Lines from the line with "display:grid; place-items:center; flex:none;" to the line with "display:flex; gap:8px; margin-top:auto;" in the entries below, and only those, must be output exactly, with both ends included.

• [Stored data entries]
================
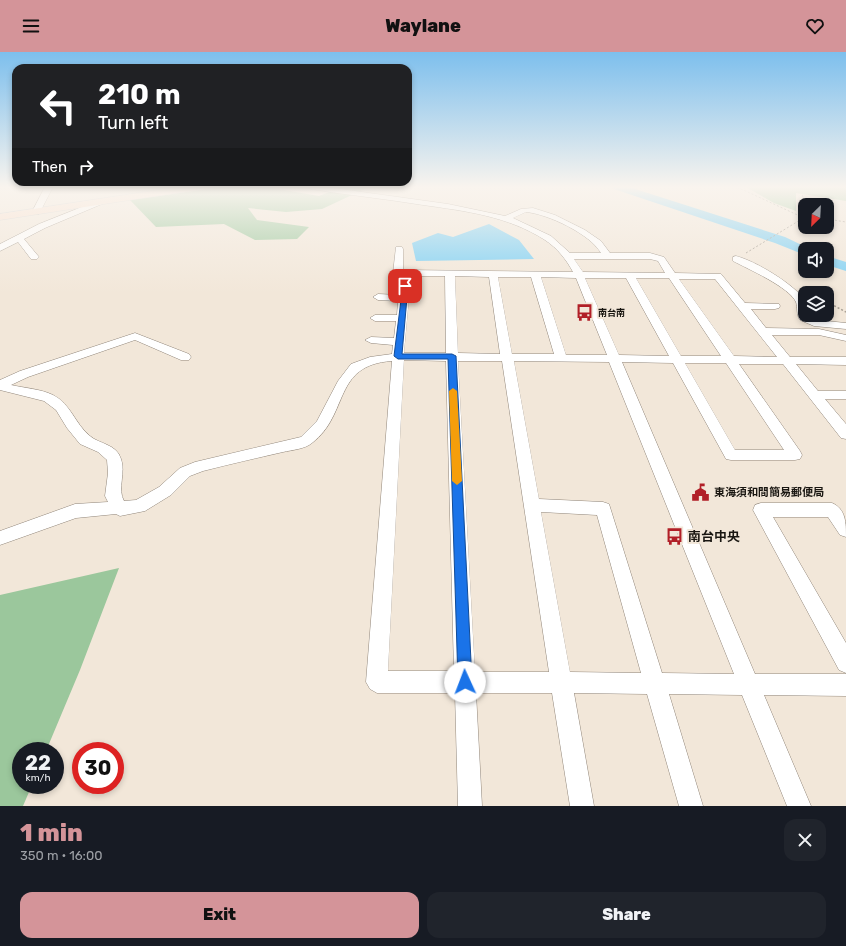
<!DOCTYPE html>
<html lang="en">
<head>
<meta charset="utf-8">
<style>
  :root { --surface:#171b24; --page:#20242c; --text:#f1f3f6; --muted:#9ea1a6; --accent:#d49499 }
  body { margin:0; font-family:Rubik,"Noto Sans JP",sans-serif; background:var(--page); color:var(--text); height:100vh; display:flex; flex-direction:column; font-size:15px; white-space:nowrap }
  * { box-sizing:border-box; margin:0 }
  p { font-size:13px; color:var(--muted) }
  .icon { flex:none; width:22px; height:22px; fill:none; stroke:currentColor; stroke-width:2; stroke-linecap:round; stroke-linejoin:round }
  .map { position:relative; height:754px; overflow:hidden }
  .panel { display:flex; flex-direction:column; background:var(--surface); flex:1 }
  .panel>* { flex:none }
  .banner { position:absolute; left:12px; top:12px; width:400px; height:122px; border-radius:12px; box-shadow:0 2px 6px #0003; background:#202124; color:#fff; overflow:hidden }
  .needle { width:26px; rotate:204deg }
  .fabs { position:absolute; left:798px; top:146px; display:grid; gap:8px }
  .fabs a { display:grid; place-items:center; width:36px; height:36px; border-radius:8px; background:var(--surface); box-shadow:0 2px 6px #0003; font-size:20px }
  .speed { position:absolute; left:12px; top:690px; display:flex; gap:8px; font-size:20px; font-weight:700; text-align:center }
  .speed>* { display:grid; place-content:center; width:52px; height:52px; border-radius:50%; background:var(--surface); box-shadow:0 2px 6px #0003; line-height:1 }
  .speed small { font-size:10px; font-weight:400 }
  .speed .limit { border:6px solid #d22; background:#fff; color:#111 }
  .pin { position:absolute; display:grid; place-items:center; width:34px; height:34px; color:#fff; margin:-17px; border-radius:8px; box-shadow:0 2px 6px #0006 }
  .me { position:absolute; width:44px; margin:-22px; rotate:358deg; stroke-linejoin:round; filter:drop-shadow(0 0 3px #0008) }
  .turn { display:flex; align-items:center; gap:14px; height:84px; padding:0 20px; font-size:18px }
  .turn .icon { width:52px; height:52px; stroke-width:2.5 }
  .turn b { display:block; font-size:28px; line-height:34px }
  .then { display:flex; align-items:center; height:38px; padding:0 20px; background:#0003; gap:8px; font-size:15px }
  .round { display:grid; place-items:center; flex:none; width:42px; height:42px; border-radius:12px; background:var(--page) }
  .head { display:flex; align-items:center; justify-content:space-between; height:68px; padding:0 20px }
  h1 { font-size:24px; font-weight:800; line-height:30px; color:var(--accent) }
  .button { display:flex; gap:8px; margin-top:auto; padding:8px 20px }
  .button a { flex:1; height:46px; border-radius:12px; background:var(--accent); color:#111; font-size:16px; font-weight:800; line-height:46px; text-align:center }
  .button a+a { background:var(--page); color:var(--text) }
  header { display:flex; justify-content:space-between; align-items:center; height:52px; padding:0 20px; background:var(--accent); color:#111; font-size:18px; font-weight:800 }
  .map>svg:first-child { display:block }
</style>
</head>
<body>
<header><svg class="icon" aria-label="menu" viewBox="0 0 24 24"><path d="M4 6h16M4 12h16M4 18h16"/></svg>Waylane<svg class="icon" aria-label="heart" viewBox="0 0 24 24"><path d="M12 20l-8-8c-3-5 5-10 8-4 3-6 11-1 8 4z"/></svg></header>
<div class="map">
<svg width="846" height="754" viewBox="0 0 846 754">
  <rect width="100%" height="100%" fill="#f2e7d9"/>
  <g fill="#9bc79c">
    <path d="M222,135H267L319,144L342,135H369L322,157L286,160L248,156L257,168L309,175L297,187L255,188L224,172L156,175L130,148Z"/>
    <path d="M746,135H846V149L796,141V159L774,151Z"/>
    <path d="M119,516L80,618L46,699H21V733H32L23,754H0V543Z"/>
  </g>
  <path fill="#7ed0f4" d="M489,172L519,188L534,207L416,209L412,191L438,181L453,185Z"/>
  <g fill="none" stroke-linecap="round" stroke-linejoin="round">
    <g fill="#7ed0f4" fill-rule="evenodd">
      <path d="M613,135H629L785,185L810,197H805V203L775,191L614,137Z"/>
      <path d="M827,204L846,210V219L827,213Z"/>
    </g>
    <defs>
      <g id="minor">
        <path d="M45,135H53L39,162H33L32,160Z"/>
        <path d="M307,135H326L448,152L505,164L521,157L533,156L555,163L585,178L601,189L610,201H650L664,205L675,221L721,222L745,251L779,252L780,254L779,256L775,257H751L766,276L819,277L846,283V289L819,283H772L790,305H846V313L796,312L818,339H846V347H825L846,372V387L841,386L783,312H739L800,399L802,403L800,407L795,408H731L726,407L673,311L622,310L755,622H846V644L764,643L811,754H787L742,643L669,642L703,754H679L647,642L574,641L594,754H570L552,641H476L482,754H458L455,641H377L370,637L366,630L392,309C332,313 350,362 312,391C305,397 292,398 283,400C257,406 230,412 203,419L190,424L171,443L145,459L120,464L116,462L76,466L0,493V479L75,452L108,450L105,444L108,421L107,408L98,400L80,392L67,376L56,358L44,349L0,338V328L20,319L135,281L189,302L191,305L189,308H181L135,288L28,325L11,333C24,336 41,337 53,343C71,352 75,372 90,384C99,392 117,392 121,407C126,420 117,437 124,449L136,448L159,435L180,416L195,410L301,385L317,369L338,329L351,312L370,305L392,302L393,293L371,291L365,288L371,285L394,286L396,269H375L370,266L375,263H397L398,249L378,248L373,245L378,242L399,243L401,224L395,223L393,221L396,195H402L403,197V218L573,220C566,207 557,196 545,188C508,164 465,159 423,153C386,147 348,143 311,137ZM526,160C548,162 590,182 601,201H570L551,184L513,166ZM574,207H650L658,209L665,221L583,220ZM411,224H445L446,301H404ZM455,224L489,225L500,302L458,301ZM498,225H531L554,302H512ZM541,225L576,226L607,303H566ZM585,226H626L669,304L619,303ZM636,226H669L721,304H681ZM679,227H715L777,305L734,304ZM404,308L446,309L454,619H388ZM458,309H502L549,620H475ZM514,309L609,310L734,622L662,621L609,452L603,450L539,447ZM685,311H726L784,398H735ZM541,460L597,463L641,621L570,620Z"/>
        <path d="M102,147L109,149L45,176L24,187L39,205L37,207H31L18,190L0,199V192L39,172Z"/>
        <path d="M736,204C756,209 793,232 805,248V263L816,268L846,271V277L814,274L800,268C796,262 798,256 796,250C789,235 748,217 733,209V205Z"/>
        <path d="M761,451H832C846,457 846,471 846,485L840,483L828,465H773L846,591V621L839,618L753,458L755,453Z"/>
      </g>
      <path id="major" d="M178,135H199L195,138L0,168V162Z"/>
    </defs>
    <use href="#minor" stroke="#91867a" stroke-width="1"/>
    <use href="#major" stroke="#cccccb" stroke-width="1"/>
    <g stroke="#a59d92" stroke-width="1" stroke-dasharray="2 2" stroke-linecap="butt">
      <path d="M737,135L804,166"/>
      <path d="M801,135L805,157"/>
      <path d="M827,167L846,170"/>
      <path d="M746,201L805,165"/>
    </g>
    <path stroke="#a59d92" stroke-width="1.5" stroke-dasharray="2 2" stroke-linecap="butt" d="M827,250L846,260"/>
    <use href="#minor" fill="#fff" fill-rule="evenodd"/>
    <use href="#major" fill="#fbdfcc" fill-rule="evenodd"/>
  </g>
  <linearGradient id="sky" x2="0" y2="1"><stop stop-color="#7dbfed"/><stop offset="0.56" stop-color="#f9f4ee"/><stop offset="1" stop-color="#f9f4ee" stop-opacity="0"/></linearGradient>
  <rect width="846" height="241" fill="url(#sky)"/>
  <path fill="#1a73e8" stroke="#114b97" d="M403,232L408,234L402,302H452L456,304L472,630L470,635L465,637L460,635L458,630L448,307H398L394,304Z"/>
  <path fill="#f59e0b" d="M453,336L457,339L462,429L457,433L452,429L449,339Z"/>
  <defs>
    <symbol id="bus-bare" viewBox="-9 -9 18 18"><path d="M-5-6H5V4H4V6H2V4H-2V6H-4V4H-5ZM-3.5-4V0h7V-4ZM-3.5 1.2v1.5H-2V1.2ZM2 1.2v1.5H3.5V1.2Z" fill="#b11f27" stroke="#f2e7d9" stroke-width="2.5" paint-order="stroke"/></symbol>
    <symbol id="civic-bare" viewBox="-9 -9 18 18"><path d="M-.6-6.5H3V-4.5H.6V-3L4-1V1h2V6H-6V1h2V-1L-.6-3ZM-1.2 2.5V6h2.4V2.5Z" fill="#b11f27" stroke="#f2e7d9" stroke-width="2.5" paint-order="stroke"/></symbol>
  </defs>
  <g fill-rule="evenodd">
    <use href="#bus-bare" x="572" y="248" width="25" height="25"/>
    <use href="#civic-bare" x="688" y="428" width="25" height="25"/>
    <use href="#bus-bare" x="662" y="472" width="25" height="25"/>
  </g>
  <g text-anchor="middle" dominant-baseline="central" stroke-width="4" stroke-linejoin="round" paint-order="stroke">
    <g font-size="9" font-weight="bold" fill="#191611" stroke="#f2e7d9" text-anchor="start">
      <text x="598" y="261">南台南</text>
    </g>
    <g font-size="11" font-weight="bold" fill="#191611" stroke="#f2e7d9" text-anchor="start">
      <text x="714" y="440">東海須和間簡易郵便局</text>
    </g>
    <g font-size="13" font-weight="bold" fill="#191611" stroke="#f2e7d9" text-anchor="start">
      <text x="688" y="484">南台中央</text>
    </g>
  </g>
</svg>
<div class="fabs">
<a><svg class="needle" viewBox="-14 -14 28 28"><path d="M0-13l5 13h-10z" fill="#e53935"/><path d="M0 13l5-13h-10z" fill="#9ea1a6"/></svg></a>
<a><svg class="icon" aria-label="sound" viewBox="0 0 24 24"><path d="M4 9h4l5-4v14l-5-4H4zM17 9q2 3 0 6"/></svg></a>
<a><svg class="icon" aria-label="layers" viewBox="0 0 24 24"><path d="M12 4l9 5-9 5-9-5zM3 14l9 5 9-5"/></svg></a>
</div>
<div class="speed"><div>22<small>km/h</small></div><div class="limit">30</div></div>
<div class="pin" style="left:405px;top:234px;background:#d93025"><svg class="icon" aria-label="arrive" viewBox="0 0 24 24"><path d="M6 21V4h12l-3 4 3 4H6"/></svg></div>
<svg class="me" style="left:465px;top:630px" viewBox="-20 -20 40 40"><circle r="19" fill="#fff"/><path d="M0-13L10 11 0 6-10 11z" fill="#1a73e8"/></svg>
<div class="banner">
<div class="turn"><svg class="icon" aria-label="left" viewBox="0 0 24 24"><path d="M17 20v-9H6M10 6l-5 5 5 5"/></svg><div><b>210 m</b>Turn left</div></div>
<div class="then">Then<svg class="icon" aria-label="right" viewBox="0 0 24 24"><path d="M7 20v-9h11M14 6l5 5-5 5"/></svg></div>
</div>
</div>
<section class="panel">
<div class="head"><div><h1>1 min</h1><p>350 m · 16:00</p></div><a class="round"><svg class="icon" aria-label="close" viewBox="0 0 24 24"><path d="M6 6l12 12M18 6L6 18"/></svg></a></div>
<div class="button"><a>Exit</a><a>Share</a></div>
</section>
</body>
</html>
================
• [COMPLETED TASK]
  .round { display:grid; place-items:center; flex:none; width:42px; height:42px; border-radius:12px; background:var(--page) }
  .head { display:flex; align-items:center; justify-content:space-between; height:68px; padding:0 20px }
  h1 { font-size:24px; font-weight:800; line-height:30px; color:var(--accent) }
  .button { display:flex; gap:8px; margin-top:auto; padding:8px 20px }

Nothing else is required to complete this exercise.